**Exercise aim**
Copy every line of the data below exactly as given, except for the pictures.

**Listed records**
____

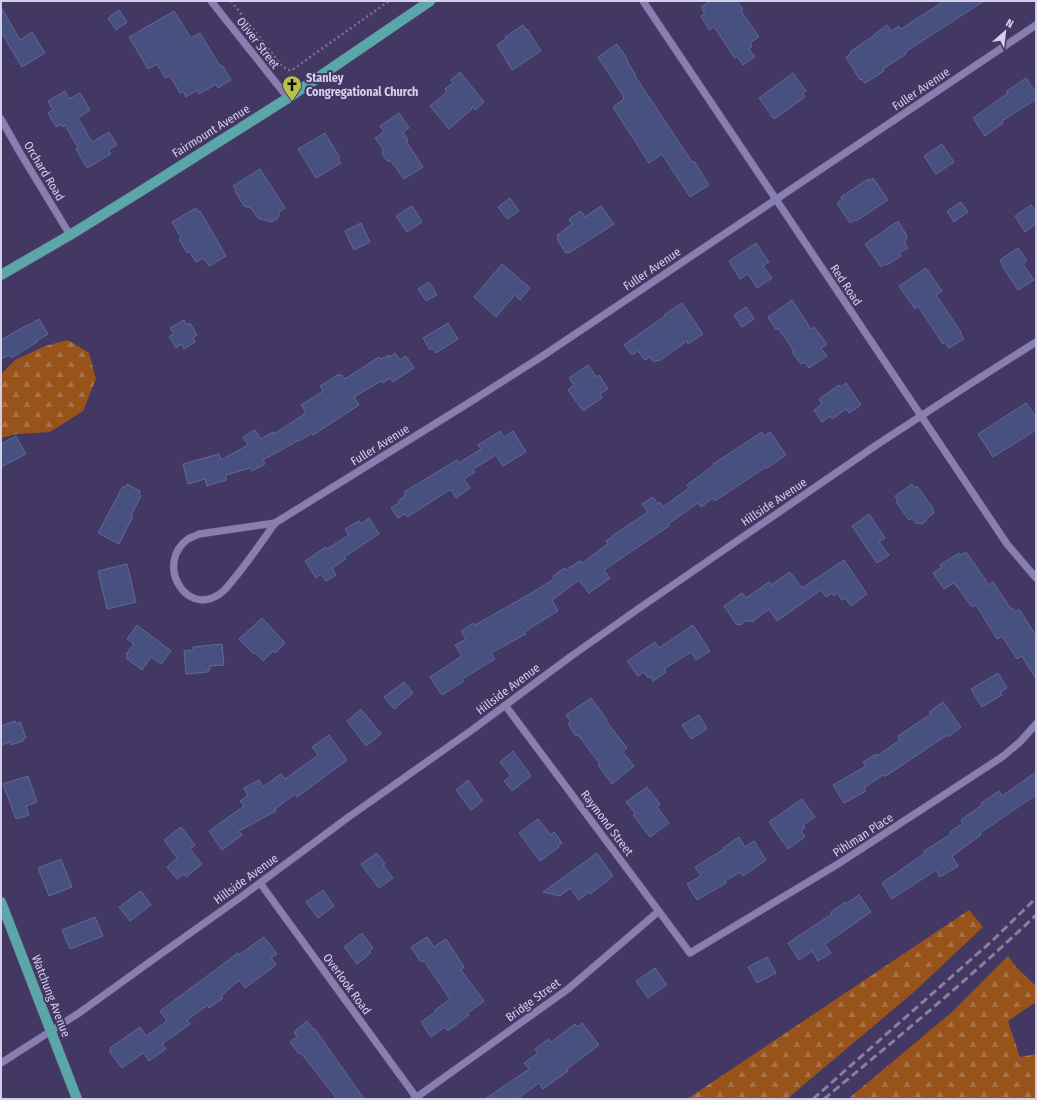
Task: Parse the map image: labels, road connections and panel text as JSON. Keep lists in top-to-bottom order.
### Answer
{
  "streets": {
    "main road": ["Fairmount Avenue", "Watchung Avenue"],
    "street": [
      "Oliver Street",
      "Fuller Avenue",
      "Orchard Road",
      "Red Road",
      "Hillside Avenue",
      "Raymond Street",
      "Pihlman Place",
      "Overlook Road",
      "Bridge Street"
    ]
  },
  "crossings": [
    ["Oliver Street", "Fairmount Avenue"],
    ["Fuller Avenue", "Red Road"],
    ["Fairmount Avenue", "Orchard Road"],
    ["Red Road", "Hillside Avenue"],
    ["Hillside Avenue", "Raymond Street"],
    ["Hillside Avenue", "Overlook Road"],
    ["Hillside Avenue", "Watchung Avenue"],
    ["Raymond Street", "Pihlman Place"],
    ["Raymond Street", "Bridge Street"],
    ["Overlook Road", "Bridge Street"]
  ],
  "places": {
    "church": ["Stanley Congregational Church"]
  },
  "north": "top right"
}
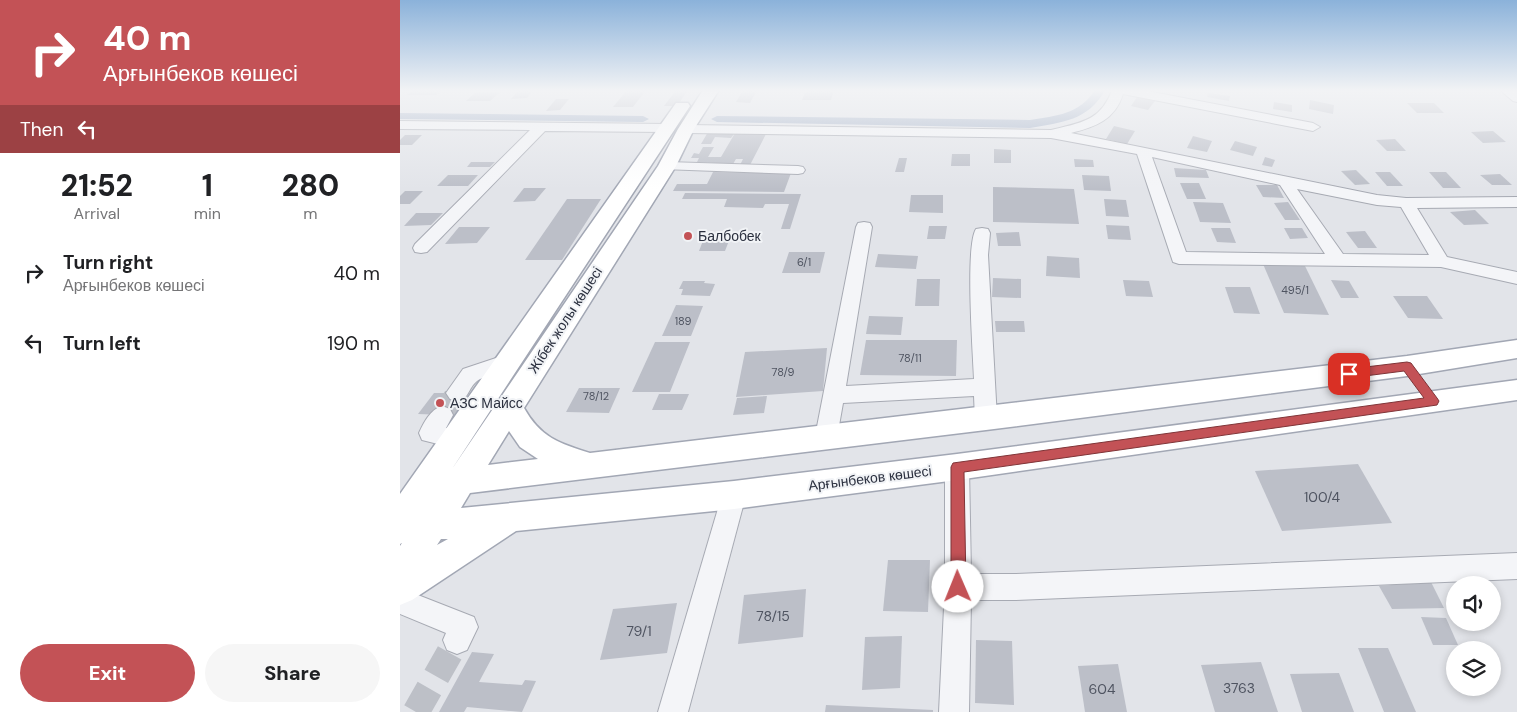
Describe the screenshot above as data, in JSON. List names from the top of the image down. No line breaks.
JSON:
{"streets":{"main road":["Жібек жолы көшесі","Арғынбеков көшесі"]},"crossings":[["Жібек жолы көшесі","Арғынбеков көшесі"]],"places":["Балбобек","АЗС Майсс"],"house_numbers":["6/1","495/1","189","78/11","78/9","78/12","100/4","78/15","79/1","3763","604"],"page":{"turn":["40 m","Арғынбеков көшесі"],"then":"Then","eta":["21:52","Arrival","1","min","280","m"],"list":[{"name":"Turn right","note":"Арғынбеков көшесі","value":"40 m"},{"name":"Turn left","value":"190 m"}],"buttons":["Exit","Share"]}}
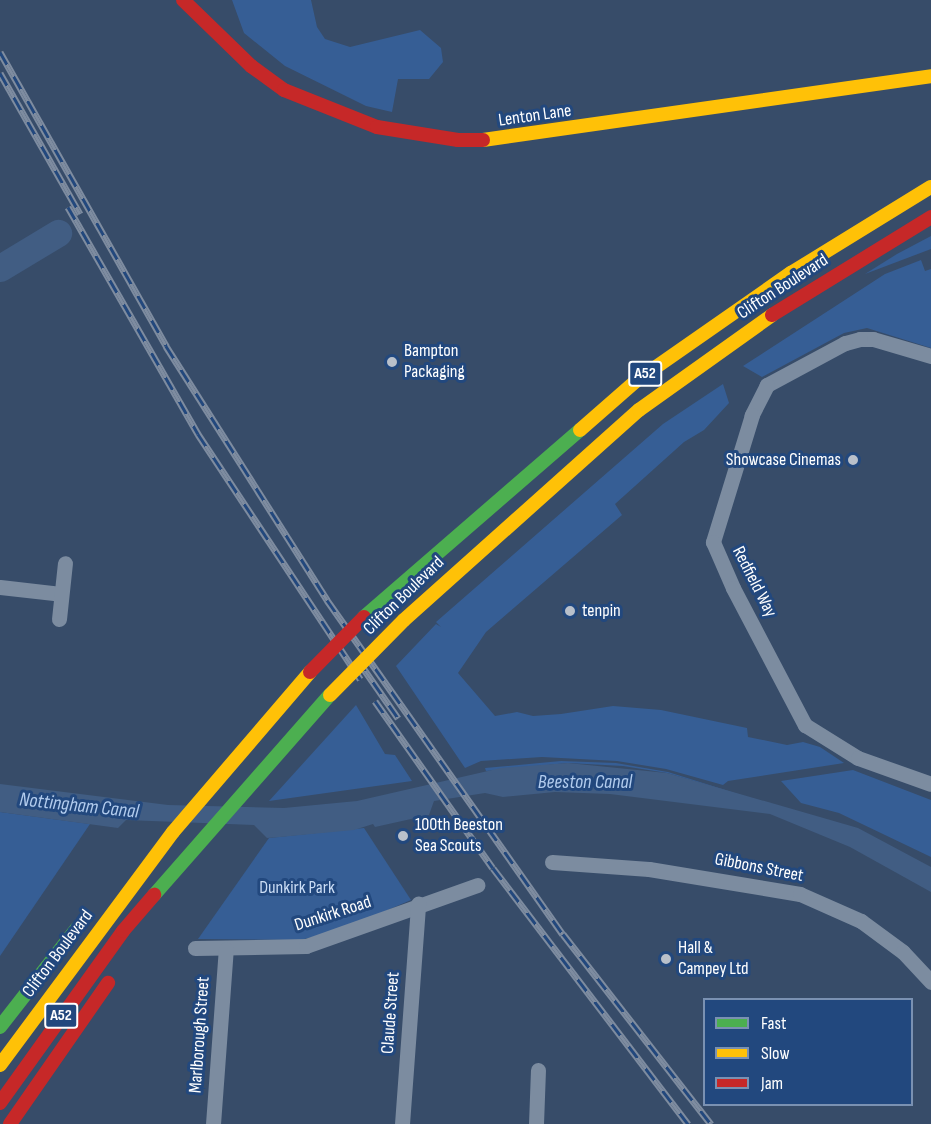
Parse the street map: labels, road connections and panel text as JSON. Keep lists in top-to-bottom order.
{
  "streets": {
    "main road": ["Lenton Lane", "Clifton Boulevard", "A52"],
    "street": [
      "Redfield Way",
      "Gibbons Street",
      "Dunkirk Road",
      "Claude Street",
      "Marlborough Street"
    ]
  },
  "crossings": [
    ["Dunkirk Road", "Claude Street"],
    ["Dunkirk Road", "Marlborough Street"]
  ],
  "water": ["Beeston Canal", "Nottingham Canal"],
  "parks": ["Dunkirk Park"],
  "places": [
    "Bampton Packaging",
    "Showcase Cinemas",
    "tenpin",
    "100th Beeston Sea Scouts",
    "Hall & Campey Ltd"
  ],
  "legend": ["Fast", "Slow", "Jam"]
}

____

**Answer for the task**
Task: Parse the map image: labels, road connections and panel text as JSON. Keep lists in top-to-bottom order.
### Answer
{
  "streets": {
    "main road": ["Fairmount Avenue", "Watchung Avenue"],
    "street": [
      "Oliver Street",
      "Fuller Avenue",
      "Orchard Road",
      "Red Road",
      "Hillside Avenue",
      "Raymond Street",
      "Pihlman Place",
      "Overlook Road",
      "Bridge Street"
    ]
  },
  "crossings": [
    ["Oliver Street", "Fairmount Avenue"],
    ["Fuller Avenue", "Red Road"],
    ["Fairmount Avenue", "Orchard Road"],
    ["Red Road", "Hillside Avenue"],
    ["Hillside Avenue", "Raymond Street"],
    ["Hillside Avenue", "Overlook Road"],
    ["Hillside Avenue", "Watchung Avenue"],
    ["Raymond Street", "Pihlman Place"],
    ["Raymond Street", "Bridge Street"],
    ["Overlook Road", "Bridge Street"]
  ],
  "places": {
    "church": ["Stanley Congregational Church"]
  },
  "north": "top right"
}
Describe the screenshot above as data, in JSON. List names from the top of the image down. No line breaks.
JSON:
{"streets":{"main road":["Жібек жолы көшесі","Арғынбеков көшесі"]},"crossings":[["Жібек жолы көшесі","Арғынбеков көшесі"]],"places":["Балбобек","АЗС Майсс"],"house_numbers":["6/1","495/1","189","78/11","78/9","78/12","100/4","78/15","79/1","3763","604"],"page":{"turn":["40 m","Арғынбеков көшесі"],"then":"Then","eta":["21:52","Arrival","1","min","280","m"],"list":[{"name":"Turn right","note":"Арғынбеков көшесі","value":"40 m"},{"name":"Turn left","value":"190 m"}],"buttons":["Exit","Share"]}}
Parse the street map: labels, road connections and panel text as JSON. Keep lists in top-to-bottom order.
{
  "streets": {
    "main road": ["Lenton Lane", "Clifton Boulevard", "A52"],
    "street": [
      "Redfield Way",
      "Gibbons Street",
      "Dunkirk Road",
      "Claude Street",
      "Marlborough Street"
    ]
  },
  "crossings": [
    ["Dunkirk Road", "Claude Street"],
    ["Dunkirk Road", "Marlborough Street"]
  ],
  "water": ["Beeston Canal", "Nottingham Canal"],
  "parks": ["Dunkirk Park"],
  "places": [
    "Bampton Packaging",
    "Showcase Cinemas",
    "tenpin",
    "100th Beeston Sea Scouts",
    "Hall & Campey Ltd"
  ],
  "legend": ["Fast", "Slow", "Jam"]
}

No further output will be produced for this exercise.